Alluvioni in aumento: tra i disastri naturali è il più frequente
Tempeste e incendi sono in aumento, ma le alluvioni si confermano la tipologia di disastro più diffusa, con una media intorno ai 170 eventi l’anno. In Pakistan, l’ente per la gestione dei disastri nazionali ha reso noto che tra luglio e agosto di quest’anno quasi 200 persone hanno perso la vita a causa di forti piogge, mentre in India il governo ha deciso di chiudere 280 strade a seguito dell’ultima allerta. Queste misure, così come il danneggiamento di infrastrutture, la devastazione di terreni agricoli o la perdita del bestiame possono avere pesanti ripercussioni sull’economia di un Paese.
Le perdite economiche dovute a disastri legati a rischi naturali ammonterebbero, per il solo 2023, a oltre 200 miliardi di dollari. I danni sono aggravati dallo sviluppo urbano: in Giappone, ad esempio, nonostante l’aumento delle inondazioni, si continua a costruire in terreni ad alto rischio. Così facendo, anche se l’ampiezza dell’area colpita è rimasta più o meno la stessa, l’entità dei danni per ettaro si è aggravata di 3,5 volte negli ultimi trent’anni.
Disastri in numeri
Nel report “Disasters in numbers: a significant year of disaster impact” del Centro di Ricerca sull’epidemiologia dei disastri (CRED) vengono identificati 399 disastri legati a rischi naturali nel 2023, che hanno causato oltre 80.000 vittime e colpito più di 90 milioni di persone. Il rapporto mette in evidenza come nonostante il numero di persone colpite sia inferiore agli anni precedenti, il tasso di mortalità è aumentato nettamente.
Questo trend non è però omogeneo, ma riflette delle disuguaglianze che tendono a inasprirsi: tra il 2010 e il 2020, il tasso di mortalità per inondazioni, siccità e tempeste è stato 15 volte più alto nelle regioni considerate altamente vulnerabili, rispetto a quelle a bassa vulnerabilità. A livello globale, oggi circa 3 miliardi e mezzo di persone vivono in contesti definiti altamente vulnerabili agli effetti dei cambiamenti climatici e alla probabilità di disastri legati a rischi naturali.

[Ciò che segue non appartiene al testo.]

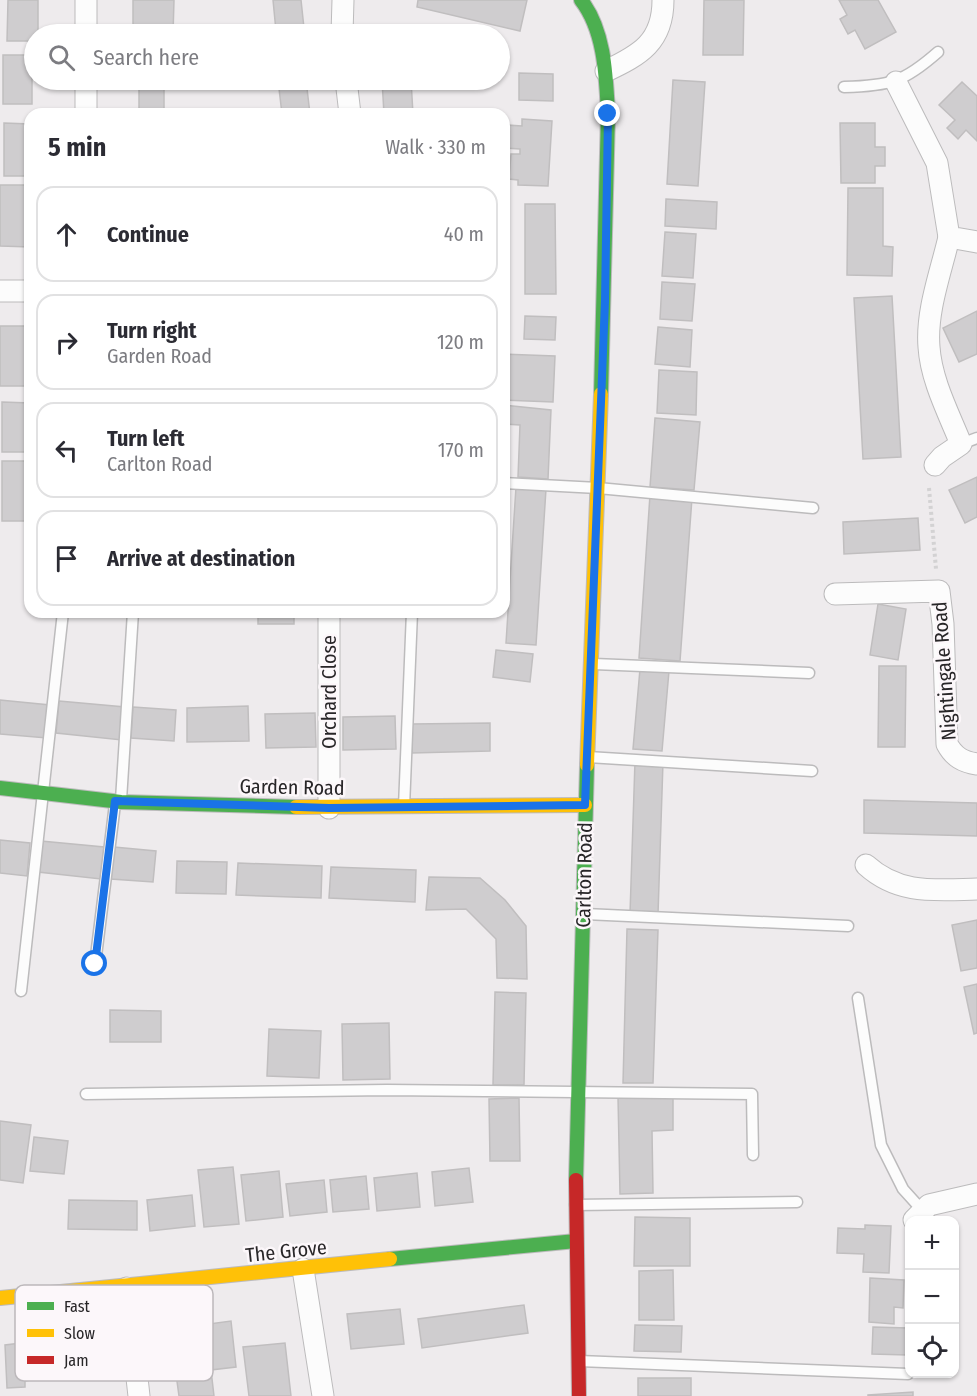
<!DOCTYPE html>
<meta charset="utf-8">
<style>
:root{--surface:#fff;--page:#f2f2f3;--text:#2b2b33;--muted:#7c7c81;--line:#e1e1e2}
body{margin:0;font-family:"Fira Sans Condensed",sans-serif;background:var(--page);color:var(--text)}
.controls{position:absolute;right:18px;bottom:18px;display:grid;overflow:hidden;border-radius:12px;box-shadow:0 2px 4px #0004}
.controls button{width:54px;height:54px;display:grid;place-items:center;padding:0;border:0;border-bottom:2px solid var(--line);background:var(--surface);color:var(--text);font:30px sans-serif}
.stop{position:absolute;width:18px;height:18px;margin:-14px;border:4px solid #1a73e8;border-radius:50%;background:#fff}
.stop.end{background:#1a73e8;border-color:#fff;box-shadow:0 2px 6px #0008}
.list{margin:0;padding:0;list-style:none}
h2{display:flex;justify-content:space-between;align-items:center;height:78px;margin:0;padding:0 24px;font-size:26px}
h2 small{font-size:20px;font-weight:400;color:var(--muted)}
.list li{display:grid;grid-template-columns:39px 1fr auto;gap:18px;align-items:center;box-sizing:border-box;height:96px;margin:0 12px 12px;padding:0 12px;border:2px solid var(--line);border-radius:18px}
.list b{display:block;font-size:22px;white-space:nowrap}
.list p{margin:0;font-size:20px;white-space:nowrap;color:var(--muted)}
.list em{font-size:20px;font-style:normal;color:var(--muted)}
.icon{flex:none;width:33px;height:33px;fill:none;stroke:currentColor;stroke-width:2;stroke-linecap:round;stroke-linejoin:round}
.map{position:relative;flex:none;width:977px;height:1396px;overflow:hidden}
.search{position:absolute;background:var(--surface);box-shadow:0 2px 4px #0004;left:24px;top:24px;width:486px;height:66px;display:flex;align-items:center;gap:15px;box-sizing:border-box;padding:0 21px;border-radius:33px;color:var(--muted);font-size:22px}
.panel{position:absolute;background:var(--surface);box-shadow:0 2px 4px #0004;left:24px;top:108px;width:486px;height:510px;border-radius:18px}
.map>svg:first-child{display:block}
.building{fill:#cfcdcf;stroke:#c0bebf;stroke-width:1.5}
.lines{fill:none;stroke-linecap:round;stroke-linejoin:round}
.lane-casing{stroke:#bcbbbc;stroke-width:13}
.street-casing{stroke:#bcbbbc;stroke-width:23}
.fast-casing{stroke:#bcbbbc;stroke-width:16}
.slow-casing{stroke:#bcbbbc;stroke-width:16}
.jam-casing{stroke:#bcbbbc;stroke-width:16}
.path{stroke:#d3d2d3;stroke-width:4;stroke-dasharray:3 3;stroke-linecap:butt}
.lane{stroke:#fcfcfc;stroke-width:10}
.street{stroke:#fcfcfc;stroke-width:21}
.fast{stroke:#4caf50;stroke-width:14}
.slow{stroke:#ffc107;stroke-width:14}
.jam{stroke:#c62828;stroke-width:14}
.route{stroke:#1a73e8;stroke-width:8}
.labels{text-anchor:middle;stroke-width:5;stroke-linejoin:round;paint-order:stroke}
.street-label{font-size:20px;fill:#282628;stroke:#fcf7fa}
.key{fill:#fcf7fa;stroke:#bcb8bb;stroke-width:1.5}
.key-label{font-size:16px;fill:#282628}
</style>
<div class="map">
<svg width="977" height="1396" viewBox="0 0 977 1396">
<rect width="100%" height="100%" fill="#eeebed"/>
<g class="building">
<path d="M8,0h30v34h-4v7h-27z"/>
<path d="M133,0h41l-1,34h-40z"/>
<path d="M273,0h28l3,28 -28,3z"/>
<path d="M418,0h109l-7,31 -103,-24z"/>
<path d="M704,0h40l-1,55h-40z"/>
<path d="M839,0h39l18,32 -31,17 -10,-19 -7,4 -8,-15 7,-4z"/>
<path d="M408,28l1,6h-38v-4z"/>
<rect x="3" y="55" width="29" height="49"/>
<path d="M519,73l34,1v27l-34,-1z"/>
<rect x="139" y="80" width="25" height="32"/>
<path d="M278,80h28l4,34h-28z"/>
<path d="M382,80h29l2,34h-29z"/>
<path d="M673,80l32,2 -7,104 -31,-2z"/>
<path d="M962,82l15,14v45l-11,-11 -8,9 -11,-11 8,-8 -16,-15z"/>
<path d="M522,119l30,2 -4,65 -30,-1v-5l-9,-1 2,-25h9v-5l-16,-1 2,-23 16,1z"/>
<path d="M4,123l26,1v52h-26z"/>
<path d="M840,123h35v24h10v19h-10v17h-34z"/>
<path d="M0,185h30v62l-30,-1z"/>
<path d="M848,188h35v58l10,1 -1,29 -45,-1z"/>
<path d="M666,199l51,3 -1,27 -51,-3z"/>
<path d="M525,204h30l1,90h-31z"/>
<path d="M665,232l31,2 -3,44 -31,-2z"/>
<path d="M662,282l33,2 -3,37 -32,-2z"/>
<path d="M892,296l9,161 -38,2 -9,-161z"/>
<path d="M977,311v43l-18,8 -16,-34z"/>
<path d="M525,316l31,1 -1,23 -31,-1z"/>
<rect x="0" y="326" width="30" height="60"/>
<path d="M658,327l34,3 -2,37 -35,-3z"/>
<path d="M504,354l51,2 -2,46 -49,-2z"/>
<path d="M659,370l38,2 -1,43 -39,-2z"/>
<path d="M2,402l28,1v49h-28z"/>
<path d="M504,405l47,5 -3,69 -30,-2 2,-52 -16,-1z"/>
<path d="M655,418l45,4 -6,68 -44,-3z"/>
<rect x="2" y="461" width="28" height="60"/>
<path d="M977,477v40l-12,6 -16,-33z"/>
<path d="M516,487l30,2 -10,156 -30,-2z"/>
<path d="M650,495l42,3 -12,163 -41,-3z"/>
<path d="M918,518l2,32 -76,4 -1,-32z"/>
<path d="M878,604l28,5 -8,51 -28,-5z"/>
<rect x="258" y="612" width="36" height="12"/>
<path d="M496,650l37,4 -3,28 -37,-5z"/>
<path d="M879,666h27l-1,81h-27z"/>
<path d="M640,669l29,2 -7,80 -29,-2z"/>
<path d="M0,700l50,5 -3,33 -47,-4z"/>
<path d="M59,701l66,6 -3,33 -66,-7z"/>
<path d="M248,706l1,35 -62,1v-34z"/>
<path d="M133,707l43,3 -2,31 -43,-3z"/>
<path d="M315,713l1,34 -50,1 -1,-34z"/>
<path d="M395,716l1,33 -53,1v-33z"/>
<path d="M490,723v28l-78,2v-29z"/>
<path d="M635,761l28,1 -5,152h-28z"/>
<path d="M864,800l113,3v33l-113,-3z"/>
<path d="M0,840l30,3 -3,33 -27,-3z"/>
<path d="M41,841l63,6 -3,32 -63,-7z"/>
<path d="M114,847l42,4 -3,31 -42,-3z"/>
<path d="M177,861l50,1 -1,32 -50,-1z"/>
<path d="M238,863l84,3 -1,32 -85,-3z"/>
<path d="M331,867l85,3 -1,32 -86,-4z"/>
<path d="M429,877l51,1 25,22 21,26 1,53 -30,-1 -1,-39 -30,-30 -40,1z"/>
<path d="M977,920v48l-16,3 -9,-46z"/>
<path d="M627,929l31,1 -5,153h-30z"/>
<path d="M977,984v49l-3,1 -10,-47z"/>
<path d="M495,992l31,1 -2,92h-31z"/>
<path d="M110,1010l51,1v31h-51z"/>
<path d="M389,1023l1,56 -47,1 -1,-56z"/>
<path d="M269,1029l52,2 -2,47 -52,-2z"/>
<path d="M618,1097h55v33l-21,1 1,62 -33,1z"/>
<path d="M519,1098l1,63h-30l-1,-62z"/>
<path d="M0,1121l31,4 -8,58 -23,-3z"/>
<path d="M34,1137l34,4 -4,33 -34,-3z"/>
<path d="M233,1167l6,57 -35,3 -6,-57z"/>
<path d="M469,1168l4,34 -38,4 -3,-34z"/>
<path d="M279,1171l4,46 -37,4 -5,-46z"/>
<path d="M417,1173l3,34 -43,4 -3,-33z"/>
<path d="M366,1176l3,33 -36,3 -3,-32z"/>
<path d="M324,1180l3,32 -37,4 -4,-32z"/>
<path d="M192,1195l3,31 -45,5 -3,-31z"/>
<path d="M69,1200l68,1v29l-69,-1z"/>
<path d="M635,1217l55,1v48h-56z"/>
<path d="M865,1225l26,1 -2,47 -26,-1 1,-18 -27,-1 1,-25 27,1z"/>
<path d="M673,1270l1,50h-35v-49z"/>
<path d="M870,1278l34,2 -1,28 -9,-1v17l-25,-2z"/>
<path d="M524,1305l4,28 -106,15 -4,-29z"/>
<path d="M400,1309l4,35 -53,5 -4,-35z"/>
<path d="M231,1321l5,46 -25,3 3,26h-35l-3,-22 -14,2 -5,-45z"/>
<path d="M635,1325l47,1 -1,26 -47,-1z"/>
<path d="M873,1327l35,1 -1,27 -35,-1z"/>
<path d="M46,1340l7,36 -28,5v6l-18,1 -2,-43z"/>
<path d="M285,1343l6,53h-42l-6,-49z"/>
<rect x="638" y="1378" width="53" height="18"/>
<path d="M913,1392v4h-45v-1z"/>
</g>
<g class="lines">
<g class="lane-casing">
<g id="lane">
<path d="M844,87c46,-1 60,-5 94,-35"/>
<path d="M961,444l16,-6"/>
<path d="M504,483l94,5 215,20"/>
<path d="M594,664l215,9"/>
<path d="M588,757l224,14"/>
<path d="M121,800l12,-188"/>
<path d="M404,807l8,-195"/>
<path d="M585,914l263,12"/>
<path d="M95,964l20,-160"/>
<path d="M21,991l42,-379"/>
<path d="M858,998l23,147 22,44 19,21"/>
<path d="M86,1094l301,-4 365,4 1,61"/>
<path d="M575,1205l222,-3"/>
<path d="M579,1361l329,13"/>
</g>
</g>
<g class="street-casing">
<g id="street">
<path d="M86,34v-34"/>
<path d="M342,34l1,-34"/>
<path d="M606,71c34,-16 57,-29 57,-71"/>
<path d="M346,80l4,34"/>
<path d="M896,82l41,81 12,74 28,5"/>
<path d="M86,114v-34"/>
<path d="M0,291h30"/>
<path d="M935,465l7,-8 19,-13c-12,-30 -30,-64 -32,-97 -3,-36 12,-75 20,-110"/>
<path d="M835,594l104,-3 4,33 4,120c7,13 16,18 30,20"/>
<path d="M329,808v-196"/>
<path d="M866,865c33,30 69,25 111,24"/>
<path d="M914,1220l15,-15 48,-11"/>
<path d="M303,1269l20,127"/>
<path d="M127,1288l12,108"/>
</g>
</g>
<g class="fast-casing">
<g id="fast">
<path d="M581,0c24,31 25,76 27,114l-7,280"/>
<path d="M0,788l121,14 175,5"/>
<path d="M576,1180l11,-415"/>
<path d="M390,1259l186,-18"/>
</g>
</g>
<g class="slow-casing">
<g id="slow">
<path d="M587,765l14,-371"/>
<path d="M296,807l289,-2"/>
<path d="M0,1298l390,-39"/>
</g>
</g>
<g class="jam-casing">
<path id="jam" d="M576,1180l3,216"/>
</g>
<path class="path" d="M929,488l7,81"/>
<use href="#lane" class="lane"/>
<use href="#street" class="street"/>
<use href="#fast" class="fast"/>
<use href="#slow" class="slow"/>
<use href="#jam" class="jam"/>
</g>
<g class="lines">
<path class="route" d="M95,964l20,-163 214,7 256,-3 20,-504 3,-187"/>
</g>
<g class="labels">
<g class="street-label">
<text transform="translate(944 671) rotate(-94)" y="7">Nightingale Road</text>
<text transform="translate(329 692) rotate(-90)" y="7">Orchard Close</text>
<text transform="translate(292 787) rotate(1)" y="7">Garden Road</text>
<text transform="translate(584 875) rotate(-89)" y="7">Carlton Road</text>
<text transform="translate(286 1251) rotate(-6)" y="7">The Grove</text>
</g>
</g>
<rect x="15" y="1285" width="198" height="96" rx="9" class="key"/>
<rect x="27" y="1302" width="27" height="8" fill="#4caf50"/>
<rect x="27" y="1329" width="27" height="8" fill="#ffc107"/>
<rect x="27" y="1356" width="27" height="8" fill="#c62828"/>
<g class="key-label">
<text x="64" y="1312">Fast</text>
<text x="64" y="1339">Slow</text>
<text x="64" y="1366">Jam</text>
</g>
</svg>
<div class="controls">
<button>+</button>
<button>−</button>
<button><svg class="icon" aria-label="locate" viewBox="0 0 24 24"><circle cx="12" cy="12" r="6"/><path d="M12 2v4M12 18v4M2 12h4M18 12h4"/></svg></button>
</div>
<div class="stop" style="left:95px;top:964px"></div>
<div class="stop end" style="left:608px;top:114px"></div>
<div class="search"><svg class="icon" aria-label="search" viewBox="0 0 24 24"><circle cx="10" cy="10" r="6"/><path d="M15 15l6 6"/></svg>Search here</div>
<section class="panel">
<h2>5 min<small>Walk · 330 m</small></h2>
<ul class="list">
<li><svg class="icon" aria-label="ahead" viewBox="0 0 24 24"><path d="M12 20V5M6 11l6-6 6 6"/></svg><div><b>Continue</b></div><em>40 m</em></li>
<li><svg class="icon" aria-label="right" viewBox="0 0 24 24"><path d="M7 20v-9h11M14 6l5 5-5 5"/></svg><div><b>Turn right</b><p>Garden Road</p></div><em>120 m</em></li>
<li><svg class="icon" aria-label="left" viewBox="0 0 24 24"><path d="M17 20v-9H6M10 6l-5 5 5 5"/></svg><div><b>Turn left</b><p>Carlton Road</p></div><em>170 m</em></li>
<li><svg class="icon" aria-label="arrive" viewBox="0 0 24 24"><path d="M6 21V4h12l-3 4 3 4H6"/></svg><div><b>Arrive at destination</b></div></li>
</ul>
</section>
</div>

Prepararsi meglio nella risposta
Il sud-est asiatico, una delle regioni più soggette a disastri, è anche tra le più preparate a gestire le calamità naturali. Il successo di alcuni Paesi della regione è legato a fattori come l’efficacia dei sistemi di allerta precoce, approcci comunitari e cooperazione regionale. In Bangladesh la situazione è stata esacerbata dai danni alle dighe di controllo delle inondazioni e dalla mancanza di preavviso, che hanno impedito a molte comunità di prepararsi adeguatamente e per tempo. Una maggiore attenzione alle buone pratiche di Paesi che hanno dimostrato di aver sviluppato competenze in questo settore potrebbe aiutare a ridurre molti disastri che di “naturale” avrebbero ben poco.